Source data
# # # # # # #

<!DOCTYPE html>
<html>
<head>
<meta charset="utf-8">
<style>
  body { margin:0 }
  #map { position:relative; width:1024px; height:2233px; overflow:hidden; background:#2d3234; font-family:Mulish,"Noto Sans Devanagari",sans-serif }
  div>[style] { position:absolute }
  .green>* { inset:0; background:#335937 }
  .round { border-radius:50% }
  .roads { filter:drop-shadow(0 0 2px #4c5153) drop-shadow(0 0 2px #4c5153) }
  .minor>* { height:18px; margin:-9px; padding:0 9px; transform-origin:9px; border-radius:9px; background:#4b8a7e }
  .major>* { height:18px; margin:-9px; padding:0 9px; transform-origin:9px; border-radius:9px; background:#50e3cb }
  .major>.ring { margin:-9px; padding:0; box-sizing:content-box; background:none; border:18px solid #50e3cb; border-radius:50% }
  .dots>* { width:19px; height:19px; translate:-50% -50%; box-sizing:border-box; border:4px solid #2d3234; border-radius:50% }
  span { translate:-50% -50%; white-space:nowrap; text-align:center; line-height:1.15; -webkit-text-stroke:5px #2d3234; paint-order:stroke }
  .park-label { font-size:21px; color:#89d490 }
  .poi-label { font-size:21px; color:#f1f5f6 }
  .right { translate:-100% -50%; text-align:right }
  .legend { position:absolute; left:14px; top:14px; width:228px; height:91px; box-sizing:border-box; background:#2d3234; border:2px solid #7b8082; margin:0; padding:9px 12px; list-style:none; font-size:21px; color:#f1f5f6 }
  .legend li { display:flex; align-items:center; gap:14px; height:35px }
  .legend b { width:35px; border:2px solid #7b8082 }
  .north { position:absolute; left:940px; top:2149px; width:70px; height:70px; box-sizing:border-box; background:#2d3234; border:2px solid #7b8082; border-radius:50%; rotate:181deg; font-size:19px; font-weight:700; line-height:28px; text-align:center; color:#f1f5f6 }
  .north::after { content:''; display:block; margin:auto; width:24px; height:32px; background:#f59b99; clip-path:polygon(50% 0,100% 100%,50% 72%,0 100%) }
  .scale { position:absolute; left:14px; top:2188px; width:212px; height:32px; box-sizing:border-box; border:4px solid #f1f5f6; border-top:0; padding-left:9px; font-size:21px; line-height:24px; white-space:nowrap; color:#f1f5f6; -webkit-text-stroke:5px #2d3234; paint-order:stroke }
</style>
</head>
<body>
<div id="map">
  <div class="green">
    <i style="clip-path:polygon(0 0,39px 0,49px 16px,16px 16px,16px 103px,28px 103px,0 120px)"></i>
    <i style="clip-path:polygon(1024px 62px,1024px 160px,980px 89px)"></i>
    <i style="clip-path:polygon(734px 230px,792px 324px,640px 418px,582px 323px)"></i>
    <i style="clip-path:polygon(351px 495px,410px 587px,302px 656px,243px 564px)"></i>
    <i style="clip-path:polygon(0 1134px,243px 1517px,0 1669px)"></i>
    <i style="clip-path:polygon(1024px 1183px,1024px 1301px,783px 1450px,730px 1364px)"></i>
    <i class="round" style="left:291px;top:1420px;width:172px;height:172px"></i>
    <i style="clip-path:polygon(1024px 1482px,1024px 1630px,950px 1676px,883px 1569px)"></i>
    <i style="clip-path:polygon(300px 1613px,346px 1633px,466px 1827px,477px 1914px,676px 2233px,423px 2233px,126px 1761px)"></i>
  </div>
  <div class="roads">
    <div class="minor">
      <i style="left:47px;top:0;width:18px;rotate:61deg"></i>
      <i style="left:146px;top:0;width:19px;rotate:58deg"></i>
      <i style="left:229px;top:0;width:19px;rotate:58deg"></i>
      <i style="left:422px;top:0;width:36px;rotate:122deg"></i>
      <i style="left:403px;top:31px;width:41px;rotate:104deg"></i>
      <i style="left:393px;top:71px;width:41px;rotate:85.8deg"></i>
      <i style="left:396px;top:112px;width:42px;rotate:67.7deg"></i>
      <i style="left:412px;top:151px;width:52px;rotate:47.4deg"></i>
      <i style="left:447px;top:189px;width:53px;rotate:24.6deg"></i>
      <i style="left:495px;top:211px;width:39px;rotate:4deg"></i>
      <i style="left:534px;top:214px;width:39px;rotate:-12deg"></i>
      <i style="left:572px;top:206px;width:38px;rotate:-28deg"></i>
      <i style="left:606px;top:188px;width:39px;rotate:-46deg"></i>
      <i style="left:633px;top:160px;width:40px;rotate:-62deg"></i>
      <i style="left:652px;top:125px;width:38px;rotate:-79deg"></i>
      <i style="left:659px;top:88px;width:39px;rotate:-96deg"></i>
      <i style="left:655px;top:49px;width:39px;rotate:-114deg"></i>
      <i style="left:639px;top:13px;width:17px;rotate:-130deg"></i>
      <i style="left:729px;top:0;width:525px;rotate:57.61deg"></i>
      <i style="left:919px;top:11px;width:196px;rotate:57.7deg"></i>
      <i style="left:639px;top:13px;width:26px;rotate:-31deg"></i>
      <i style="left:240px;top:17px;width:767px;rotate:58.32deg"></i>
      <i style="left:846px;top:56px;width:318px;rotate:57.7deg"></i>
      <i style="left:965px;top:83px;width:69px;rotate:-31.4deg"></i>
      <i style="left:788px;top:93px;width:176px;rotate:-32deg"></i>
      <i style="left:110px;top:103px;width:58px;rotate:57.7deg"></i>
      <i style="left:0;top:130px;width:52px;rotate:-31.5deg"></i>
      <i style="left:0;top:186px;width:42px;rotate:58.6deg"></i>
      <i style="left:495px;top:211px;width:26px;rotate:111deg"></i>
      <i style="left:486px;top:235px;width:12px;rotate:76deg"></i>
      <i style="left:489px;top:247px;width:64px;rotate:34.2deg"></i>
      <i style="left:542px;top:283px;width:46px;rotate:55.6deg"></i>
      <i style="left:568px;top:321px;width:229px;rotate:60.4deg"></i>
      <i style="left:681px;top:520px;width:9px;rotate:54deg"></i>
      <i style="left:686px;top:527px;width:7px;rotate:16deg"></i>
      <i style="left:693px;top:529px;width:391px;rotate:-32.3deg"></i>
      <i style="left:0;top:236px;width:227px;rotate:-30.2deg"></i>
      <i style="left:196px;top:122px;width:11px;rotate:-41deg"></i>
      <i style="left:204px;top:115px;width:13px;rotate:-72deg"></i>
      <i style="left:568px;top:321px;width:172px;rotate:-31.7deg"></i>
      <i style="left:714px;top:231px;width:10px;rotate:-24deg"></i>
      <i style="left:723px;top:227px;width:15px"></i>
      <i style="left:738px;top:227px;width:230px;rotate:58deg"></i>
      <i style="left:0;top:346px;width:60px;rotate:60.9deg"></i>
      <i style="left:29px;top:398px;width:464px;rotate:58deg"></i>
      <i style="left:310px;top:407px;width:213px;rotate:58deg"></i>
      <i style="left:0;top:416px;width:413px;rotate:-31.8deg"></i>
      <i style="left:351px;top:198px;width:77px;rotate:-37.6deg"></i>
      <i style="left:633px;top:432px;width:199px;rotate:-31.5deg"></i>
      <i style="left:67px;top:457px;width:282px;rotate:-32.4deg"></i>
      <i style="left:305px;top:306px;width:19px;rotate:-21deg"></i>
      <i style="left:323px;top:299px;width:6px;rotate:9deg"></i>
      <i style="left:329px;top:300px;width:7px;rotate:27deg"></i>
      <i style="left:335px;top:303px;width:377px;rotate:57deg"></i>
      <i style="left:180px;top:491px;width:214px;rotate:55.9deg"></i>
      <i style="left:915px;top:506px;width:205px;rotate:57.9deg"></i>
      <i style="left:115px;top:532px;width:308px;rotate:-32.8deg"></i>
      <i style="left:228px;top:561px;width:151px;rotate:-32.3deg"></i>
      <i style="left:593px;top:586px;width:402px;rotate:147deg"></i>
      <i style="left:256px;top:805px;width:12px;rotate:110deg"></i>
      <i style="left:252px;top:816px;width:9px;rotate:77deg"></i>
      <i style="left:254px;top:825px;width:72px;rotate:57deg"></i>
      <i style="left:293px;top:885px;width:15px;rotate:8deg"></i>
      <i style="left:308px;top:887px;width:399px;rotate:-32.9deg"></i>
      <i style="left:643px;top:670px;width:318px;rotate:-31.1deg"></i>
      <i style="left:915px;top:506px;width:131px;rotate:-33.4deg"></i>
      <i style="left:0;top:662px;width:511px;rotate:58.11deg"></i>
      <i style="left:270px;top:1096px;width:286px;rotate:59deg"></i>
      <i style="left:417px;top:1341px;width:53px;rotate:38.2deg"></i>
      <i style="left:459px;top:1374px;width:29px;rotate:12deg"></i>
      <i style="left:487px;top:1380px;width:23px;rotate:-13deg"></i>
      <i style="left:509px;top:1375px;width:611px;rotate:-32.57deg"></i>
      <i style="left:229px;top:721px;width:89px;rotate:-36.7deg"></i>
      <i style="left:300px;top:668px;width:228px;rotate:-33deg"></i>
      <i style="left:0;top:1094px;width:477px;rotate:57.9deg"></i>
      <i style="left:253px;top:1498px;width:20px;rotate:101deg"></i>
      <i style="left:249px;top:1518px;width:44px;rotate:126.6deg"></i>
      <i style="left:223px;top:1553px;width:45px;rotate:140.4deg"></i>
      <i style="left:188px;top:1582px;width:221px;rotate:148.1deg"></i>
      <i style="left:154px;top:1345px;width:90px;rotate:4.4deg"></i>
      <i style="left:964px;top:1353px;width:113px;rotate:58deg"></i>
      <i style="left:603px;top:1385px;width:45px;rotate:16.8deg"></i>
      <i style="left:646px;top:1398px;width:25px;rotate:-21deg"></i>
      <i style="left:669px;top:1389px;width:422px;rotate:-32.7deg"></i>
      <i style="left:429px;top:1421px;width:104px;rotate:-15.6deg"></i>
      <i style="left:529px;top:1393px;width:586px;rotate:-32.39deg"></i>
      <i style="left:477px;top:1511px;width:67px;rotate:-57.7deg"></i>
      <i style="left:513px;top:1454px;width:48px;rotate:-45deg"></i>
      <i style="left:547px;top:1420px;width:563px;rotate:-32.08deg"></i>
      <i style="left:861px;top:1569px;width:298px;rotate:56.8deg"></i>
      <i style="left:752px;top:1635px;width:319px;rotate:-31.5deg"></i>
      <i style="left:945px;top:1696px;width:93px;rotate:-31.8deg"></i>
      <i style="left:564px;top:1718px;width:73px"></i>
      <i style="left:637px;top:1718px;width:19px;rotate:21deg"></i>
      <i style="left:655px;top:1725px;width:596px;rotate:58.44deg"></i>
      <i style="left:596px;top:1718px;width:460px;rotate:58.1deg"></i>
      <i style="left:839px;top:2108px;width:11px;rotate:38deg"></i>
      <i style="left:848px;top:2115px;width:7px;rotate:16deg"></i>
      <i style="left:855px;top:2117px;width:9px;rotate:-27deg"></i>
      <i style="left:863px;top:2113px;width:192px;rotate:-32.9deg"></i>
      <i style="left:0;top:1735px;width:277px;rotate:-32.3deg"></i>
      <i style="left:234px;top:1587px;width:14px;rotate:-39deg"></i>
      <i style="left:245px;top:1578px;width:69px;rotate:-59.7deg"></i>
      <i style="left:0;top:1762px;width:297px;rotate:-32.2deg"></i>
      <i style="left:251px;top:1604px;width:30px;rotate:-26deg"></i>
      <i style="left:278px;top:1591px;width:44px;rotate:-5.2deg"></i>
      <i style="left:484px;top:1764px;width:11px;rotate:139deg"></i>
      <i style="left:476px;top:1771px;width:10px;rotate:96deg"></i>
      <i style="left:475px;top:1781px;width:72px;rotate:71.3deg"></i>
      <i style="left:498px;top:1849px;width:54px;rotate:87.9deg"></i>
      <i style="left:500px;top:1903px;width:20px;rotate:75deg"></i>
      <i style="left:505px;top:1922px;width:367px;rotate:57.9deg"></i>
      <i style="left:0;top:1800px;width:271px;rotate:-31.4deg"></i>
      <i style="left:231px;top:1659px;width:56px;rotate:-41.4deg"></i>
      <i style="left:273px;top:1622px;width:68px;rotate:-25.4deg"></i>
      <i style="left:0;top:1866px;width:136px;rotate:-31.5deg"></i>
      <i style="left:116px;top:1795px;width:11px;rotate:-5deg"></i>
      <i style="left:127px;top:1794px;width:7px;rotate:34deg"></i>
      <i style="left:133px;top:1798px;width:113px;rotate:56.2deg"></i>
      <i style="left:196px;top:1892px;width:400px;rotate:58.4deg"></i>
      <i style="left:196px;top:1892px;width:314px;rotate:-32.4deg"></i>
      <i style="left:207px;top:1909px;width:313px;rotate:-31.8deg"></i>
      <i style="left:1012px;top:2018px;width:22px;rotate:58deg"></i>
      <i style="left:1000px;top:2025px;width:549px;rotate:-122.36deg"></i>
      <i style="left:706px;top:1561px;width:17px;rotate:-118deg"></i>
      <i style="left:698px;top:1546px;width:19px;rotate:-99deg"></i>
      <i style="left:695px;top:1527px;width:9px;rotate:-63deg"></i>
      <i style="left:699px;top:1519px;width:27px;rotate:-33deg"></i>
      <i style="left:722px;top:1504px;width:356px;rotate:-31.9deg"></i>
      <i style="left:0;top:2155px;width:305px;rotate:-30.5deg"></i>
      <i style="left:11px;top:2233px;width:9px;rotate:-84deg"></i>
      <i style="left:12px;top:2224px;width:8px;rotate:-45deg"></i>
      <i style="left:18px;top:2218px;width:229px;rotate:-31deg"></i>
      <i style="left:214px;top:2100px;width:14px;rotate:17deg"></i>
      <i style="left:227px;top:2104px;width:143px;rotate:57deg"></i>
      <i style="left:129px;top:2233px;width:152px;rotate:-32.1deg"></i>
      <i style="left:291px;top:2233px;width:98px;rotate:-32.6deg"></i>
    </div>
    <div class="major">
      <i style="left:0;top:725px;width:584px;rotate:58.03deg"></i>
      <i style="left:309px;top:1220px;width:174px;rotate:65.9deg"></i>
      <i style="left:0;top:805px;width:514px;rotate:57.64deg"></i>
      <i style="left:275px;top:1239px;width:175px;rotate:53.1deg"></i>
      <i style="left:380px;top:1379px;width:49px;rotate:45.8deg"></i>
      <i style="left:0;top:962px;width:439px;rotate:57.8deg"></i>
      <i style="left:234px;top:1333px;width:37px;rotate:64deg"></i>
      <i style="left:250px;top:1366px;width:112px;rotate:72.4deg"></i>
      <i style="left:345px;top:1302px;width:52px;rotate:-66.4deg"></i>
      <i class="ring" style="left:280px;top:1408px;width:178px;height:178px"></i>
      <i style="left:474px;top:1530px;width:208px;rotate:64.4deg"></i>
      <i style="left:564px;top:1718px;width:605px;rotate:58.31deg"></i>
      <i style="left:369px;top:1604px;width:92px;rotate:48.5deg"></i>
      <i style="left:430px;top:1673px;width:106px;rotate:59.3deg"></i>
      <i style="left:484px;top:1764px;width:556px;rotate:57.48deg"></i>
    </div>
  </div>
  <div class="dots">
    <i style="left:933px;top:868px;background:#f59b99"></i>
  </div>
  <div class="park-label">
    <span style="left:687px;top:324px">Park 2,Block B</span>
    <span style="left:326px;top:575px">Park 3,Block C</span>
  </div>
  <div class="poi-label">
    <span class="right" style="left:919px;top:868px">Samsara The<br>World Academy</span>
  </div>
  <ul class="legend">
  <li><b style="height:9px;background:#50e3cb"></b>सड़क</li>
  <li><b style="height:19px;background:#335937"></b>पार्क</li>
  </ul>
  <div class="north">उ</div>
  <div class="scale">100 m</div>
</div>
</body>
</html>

# # # # # # #

**WORK TASK:** Return only the lines above that run from the opening line through the line containing "filter:drop-shadow(0 0 2px", exactly as written.

**RESULT OF THIS TASK:**
<!DOCTYPE html>
<html>
<head>
<meta charset="utf-8">
<style>
  body { margin:0 }
  #map { position:relative; width:1024px; height:2233px; overflow:hidden; background:#2d3234; font-family:Mulish,"Noto Sans Devanagari",sans-serif }
  div>[style] { position:absolute }
  .green>* { inset:0; background:#335937 }
  .round { border-radius:50% }
  .roads { filter:drop-shadow(0 0 2px #4c5153) drop-shadow(0 0 2px #4c5153) }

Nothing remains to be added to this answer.